## AIM OF THE EXERCISE
Go through each line of the entries below and tally those containing the string "Soccorso"; give only the total.

## DATA PROVIDED
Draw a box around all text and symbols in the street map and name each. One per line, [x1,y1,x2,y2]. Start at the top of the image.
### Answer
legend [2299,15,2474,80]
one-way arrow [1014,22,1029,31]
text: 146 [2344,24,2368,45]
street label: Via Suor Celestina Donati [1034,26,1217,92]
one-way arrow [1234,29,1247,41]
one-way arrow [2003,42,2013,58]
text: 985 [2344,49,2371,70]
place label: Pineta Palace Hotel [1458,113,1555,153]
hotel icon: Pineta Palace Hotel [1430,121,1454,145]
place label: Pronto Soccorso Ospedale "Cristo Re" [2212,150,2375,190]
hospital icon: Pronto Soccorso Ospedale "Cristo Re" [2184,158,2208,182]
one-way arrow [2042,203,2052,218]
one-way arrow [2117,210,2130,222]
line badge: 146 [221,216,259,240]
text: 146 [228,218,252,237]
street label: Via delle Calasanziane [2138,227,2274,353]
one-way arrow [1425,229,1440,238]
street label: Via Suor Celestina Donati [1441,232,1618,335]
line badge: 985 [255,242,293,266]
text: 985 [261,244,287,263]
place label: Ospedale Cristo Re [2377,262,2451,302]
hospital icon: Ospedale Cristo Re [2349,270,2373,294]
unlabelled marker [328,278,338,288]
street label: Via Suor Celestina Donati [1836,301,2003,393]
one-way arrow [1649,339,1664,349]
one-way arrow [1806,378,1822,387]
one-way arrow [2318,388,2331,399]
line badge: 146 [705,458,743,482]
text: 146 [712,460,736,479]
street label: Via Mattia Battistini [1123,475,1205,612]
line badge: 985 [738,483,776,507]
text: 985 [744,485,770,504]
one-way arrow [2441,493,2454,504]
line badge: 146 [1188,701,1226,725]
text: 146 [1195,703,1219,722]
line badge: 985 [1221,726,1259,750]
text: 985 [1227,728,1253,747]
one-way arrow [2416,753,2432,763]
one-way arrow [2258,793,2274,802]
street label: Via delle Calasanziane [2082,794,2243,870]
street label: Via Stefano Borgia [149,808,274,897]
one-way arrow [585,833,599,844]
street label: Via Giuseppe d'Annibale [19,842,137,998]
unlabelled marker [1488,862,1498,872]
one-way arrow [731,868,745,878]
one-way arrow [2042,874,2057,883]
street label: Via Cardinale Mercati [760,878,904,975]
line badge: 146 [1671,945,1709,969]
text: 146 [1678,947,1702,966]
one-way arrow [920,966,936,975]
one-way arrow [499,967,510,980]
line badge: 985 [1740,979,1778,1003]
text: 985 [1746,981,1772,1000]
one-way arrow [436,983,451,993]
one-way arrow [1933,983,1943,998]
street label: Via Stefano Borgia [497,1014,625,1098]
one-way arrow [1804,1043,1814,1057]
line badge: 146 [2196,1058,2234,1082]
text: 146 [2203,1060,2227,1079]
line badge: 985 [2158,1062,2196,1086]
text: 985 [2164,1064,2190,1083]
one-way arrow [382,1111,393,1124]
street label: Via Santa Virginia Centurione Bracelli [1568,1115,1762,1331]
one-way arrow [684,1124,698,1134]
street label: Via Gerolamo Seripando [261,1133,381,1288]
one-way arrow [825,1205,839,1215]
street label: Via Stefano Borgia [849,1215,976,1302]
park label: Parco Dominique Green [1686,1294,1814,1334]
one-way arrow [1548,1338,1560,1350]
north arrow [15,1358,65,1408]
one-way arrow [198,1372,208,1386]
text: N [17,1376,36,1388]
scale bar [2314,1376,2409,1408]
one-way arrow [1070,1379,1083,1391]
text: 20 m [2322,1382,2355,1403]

## PROBLEM SOLUTION
2